■ **Recorded information**:

/---

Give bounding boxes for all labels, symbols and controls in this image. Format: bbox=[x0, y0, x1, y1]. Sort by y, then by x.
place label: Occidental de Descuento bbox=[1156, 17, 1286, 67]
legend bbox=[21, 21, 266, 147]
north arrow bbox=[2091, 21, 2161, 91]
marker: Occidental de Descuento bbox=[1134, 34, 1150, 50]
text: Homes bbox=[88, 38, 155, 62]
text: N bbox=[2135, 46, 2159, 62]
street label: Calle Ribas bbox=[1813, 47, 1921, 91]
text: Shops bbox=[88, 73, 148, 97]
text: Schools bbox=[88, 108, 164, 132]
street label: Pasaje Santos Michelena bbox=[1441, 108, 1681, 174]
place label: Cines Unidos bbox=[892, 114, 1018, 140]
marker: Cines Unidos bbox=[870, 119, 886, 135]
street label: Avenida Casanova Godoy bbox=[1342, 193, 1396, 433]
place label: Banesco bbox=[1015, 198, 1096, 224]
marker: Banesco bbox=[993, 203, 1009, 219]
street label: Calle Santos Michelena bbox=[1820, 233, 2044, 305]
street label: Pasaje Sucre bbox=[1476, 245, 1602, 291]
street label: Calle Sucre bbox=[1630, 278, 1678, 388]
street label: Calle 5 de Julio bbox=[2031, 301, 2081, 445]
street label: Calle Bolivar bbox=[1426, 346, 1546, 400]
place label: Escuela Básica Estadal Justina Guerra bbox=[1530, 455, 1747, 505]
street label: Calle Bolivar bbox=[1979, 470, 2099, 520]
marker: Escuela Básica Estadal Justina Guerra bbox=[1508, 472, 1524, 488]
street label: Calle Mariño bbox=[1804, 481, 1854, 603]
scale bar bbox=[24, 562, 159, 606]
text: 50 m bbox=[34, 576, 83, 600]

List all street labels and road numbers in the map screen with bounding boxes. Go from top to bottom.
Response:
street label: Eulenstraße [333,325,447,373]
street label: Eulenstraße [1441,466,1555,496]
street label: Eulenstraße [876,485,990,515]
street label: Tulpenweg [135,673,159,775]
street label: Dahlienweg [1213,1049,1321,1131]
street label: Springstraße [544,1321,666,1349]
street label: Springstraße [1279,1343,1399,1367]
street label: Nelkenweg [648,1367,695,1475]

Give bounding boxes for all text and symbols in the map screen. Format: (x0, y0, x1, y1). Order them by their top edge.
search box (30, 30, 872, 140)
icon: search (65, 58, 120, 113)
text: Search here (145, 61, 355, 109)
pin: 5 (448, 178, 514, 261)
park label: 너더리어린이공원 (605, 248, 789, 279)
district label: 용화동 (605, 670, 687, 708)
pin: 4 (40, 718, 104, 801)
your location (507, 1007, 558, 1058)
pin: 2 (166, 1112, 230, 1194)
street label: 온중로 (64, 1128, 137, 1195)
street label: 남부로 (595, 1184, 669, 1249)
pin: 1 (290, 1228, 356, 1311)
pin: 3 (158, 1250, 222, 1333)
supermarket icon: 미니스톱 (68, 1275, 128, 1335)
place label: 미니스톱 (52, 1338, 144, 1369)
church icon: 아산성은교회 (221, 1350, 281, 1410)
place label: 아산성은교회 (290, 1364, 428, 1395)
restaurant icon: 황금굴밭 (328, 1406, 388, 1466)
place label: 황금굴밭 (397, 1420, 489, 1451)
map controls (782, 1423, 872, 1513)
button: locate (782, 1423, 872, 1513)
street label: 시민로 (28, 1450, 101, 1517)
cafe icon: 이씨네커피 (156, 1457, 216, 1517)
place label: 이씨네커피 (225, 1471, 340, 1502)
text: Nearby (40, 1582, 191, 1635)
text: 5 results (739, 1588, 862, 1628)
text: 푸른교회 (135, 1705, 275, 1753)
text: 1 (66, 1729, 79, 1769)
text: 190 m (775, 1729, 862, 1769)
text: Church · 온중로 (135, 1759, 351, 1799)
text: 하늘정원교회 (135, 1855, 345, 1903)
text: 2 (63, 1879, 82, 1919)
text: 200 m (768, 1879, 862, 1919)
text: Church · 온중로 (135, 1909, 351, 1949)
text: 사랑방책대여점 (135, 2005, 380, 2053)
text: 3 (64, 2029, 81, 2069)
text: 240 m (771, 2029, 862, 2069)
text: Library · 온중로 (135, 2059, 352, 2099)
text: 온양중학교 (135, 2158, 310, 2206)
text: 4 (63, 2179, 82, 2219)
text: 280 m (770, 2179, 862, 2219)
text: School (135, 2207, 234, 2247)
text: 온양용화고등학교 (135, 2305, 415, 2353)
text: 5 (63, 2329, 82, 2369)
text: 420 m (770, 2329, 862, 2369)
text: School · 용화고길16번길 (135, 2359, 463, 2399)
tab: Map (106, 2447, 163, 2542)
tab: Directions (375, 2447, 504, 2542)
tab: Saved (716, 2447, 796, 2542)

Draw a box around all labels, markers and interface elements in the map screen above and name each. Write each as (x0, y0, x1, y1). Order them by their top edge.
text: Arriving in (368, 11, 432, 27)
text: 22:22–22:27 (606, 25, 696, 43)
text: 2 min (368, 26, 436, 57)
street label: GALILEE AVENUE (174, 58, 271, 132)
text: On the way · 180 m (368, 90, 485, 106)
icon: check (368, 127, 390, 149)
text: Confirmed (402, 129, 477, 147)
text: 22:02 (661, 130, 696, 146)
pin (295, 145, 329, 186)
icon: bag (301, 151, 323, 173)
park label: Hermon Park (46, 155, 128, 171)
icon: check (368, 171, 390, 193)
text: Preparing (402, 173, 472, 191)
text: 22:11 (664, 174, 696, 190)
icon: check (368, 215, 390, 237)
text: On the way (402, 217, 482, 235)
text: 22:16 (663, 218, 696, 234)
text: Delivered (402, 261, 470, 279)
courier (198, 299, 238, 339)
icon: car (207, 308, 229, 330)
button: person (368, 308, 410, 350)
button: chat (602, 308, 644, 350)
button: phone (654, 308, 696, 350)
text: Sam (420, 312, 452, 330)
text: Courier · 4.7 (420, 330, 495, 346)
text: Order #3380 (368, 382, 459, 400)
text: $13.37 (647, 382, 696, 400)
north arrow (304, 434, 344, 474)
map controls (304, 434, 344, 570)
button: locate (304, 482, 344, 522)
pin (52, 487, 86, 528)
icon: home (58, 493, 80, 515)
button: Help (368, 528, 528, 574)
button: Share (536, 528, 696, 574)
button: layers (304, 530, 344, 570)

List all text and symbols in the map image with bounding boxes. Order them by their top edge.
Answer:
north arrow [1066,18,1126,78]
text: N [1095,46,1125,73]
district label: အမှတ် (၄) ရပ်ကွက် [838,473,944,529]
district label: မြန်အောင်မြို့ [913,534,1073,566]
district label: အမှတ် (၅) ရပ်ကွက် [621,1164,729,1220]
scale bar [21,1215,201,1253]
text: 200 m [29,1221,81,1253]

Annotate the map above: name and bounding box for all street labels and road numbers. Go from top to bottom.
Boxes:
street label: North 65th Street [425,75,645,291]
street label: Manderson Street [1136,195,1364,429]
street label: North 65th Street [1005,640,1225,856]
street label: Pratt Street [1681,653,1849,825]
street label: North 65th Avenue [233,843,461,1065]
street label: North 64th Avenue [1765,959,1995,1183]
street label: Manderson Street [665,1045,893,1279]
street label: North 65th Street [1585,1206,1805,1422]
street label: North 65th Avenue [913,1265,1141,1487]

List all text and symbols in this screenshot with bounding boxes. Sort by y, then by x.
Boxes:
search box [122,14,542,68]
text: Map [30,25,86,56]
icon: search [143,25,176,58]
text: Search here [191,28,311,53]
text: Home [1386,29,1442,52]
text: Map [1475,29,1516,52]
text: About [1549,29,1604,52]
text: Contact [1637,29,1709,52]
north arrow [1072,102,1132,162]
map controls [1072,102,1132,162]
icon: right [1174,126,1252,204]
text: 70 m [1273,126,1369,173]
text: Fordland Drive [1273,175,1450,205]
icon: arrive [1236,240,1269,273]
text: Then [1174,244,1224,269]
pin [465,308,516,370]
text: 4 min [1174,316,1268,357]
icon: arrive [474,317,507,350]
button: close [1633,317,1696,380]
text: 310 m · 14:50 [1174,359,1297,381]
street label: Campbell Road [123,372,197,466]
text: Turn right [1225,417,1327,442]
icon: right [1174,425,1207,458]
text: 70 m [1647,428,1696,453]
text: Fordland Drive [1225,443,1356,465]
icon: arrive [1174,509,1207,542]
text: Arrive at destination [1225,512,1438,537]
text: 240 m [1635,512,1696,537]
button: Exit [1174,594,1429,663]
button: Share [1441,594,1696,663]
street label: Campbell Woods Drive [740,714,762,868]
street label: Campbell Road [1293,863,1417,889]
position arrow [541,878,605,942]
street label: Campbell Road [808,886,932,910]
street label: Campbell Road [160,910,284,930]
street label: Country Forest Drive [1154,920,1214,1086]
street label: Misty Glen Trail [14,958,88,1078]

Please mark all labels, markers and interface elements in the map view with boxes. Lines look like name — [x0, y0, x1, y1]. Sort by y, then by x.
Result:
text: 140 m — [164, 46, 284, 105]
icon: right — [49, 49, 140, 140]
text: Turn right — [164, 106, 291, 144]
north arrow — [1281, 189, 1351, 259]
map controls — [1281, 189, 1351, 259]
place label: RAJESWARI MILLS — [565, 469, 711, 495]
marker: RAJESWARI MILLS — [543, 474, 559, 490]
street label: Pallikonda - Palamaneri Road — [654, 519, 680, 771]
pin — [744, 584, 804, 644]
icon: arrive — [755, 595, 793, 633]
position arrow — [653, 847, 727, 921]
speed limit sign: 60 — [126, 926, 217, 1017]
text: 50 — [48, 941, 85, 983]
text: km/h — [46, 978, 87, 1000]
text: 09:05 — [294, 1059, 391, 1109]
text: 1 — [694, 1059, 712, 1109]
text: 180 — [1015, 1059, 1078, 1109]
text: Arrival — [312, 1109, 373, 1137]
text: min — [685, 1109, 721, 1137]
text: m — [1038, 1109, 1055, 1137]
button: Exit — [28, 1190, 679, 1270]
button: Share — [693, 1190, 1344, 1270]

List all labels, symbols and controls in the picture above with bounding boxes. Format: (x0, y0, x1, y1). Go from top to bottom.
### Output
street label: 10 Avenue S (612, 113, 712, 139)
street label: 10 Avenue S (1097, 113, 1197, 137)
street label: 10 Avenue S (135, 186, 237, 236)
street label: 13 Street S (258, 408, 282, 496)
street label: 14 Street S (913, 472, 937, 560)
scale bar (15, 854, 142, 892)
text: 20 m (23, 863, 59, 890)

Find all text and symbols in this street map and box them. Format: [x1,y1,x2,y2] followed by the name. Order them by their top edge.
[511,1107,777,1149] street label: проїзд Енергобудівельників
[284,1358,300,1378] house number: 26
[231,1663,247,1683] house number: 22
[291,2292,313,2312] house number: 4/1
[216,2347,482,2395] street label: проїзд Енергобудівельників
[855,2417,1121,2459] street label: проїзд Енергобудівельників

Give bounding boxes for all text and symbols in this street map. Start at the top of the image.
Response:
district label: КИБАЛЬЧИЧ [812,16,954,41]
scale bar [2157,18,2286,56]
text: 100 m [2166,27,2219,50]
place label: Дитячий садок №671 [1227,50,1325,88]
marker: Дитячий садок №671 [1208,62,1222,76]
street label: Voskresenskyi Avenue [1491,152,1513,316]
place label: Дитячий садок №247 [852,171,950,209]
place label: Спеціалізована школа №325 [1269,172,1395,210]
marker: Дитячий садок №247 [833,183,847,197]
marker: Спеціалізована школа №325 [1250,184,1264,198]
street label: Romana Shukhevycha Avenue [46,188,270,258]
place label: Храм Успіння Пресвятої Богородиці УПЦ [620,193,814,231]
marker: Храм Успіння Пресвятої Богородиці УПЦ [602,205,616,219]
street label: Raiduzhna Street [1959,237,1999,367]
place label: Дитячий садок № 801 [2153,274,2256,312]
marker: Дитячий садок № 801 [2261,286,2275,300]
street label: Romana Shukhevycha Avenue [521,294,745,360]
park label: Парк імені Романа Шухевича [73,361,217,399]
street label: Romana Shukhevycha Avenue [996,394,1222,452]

\---

■ **Task requirements**: If a line in the data above contains "here", return that line.

■ **Response below**:
text: Search here (145, 61, 355, 109)
text: Search here [191,28,311,53]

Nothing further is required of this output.